### WORK TASK
In the records that follow, show each line where the word "Профи" is present.
*** Opening THE RECORDS ***
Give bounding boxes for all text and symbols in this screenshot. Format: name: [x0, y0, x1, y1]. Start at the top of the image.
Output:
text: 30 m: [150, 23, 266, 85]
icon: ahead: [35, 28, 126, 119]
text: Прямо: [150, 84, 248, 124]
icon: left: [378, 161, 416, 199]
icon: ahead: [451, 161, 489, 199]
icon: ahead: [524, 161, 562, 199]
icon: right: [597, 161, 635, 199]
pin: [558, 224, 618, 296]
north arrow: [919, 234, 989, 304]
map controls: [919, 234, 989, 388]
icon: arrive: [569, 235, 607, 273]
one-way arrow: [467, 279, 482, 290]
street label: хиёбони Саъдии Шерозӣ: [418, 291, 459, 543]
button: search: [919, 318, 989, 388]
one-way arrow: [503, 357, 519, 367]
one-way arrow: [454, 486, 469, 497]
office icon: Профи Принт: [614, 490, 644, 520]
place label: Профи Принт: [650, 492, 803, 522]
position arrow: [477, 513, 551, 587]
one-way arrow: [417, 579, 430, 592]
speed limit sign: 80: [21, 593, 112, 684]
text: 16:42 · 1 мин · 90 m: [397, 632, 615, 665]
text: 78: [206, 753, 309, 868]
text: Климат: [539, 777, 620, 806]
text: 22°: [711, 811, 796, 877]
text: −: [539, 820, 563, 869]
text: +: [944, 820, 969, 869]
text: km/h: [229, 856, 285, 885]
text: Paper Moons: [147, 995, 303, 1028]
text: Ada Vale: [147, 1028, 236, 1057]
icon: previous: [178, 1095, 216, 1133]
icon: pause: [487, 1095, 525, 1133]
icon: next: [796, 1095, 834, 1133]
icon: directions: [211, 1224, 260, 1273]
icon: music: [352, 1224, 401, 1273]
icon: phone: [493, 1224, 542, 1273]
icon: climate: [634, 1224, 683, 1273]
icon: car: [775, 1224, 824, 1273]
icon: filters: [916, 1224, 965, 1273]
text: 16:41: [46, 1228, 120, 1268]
*** Closing THE RECORDS ***
### ANSWER SECTION
office icon: Профи Принт: [614, 490, 644, 520]
place label: Профи Принт: [650, 492, 803, 522]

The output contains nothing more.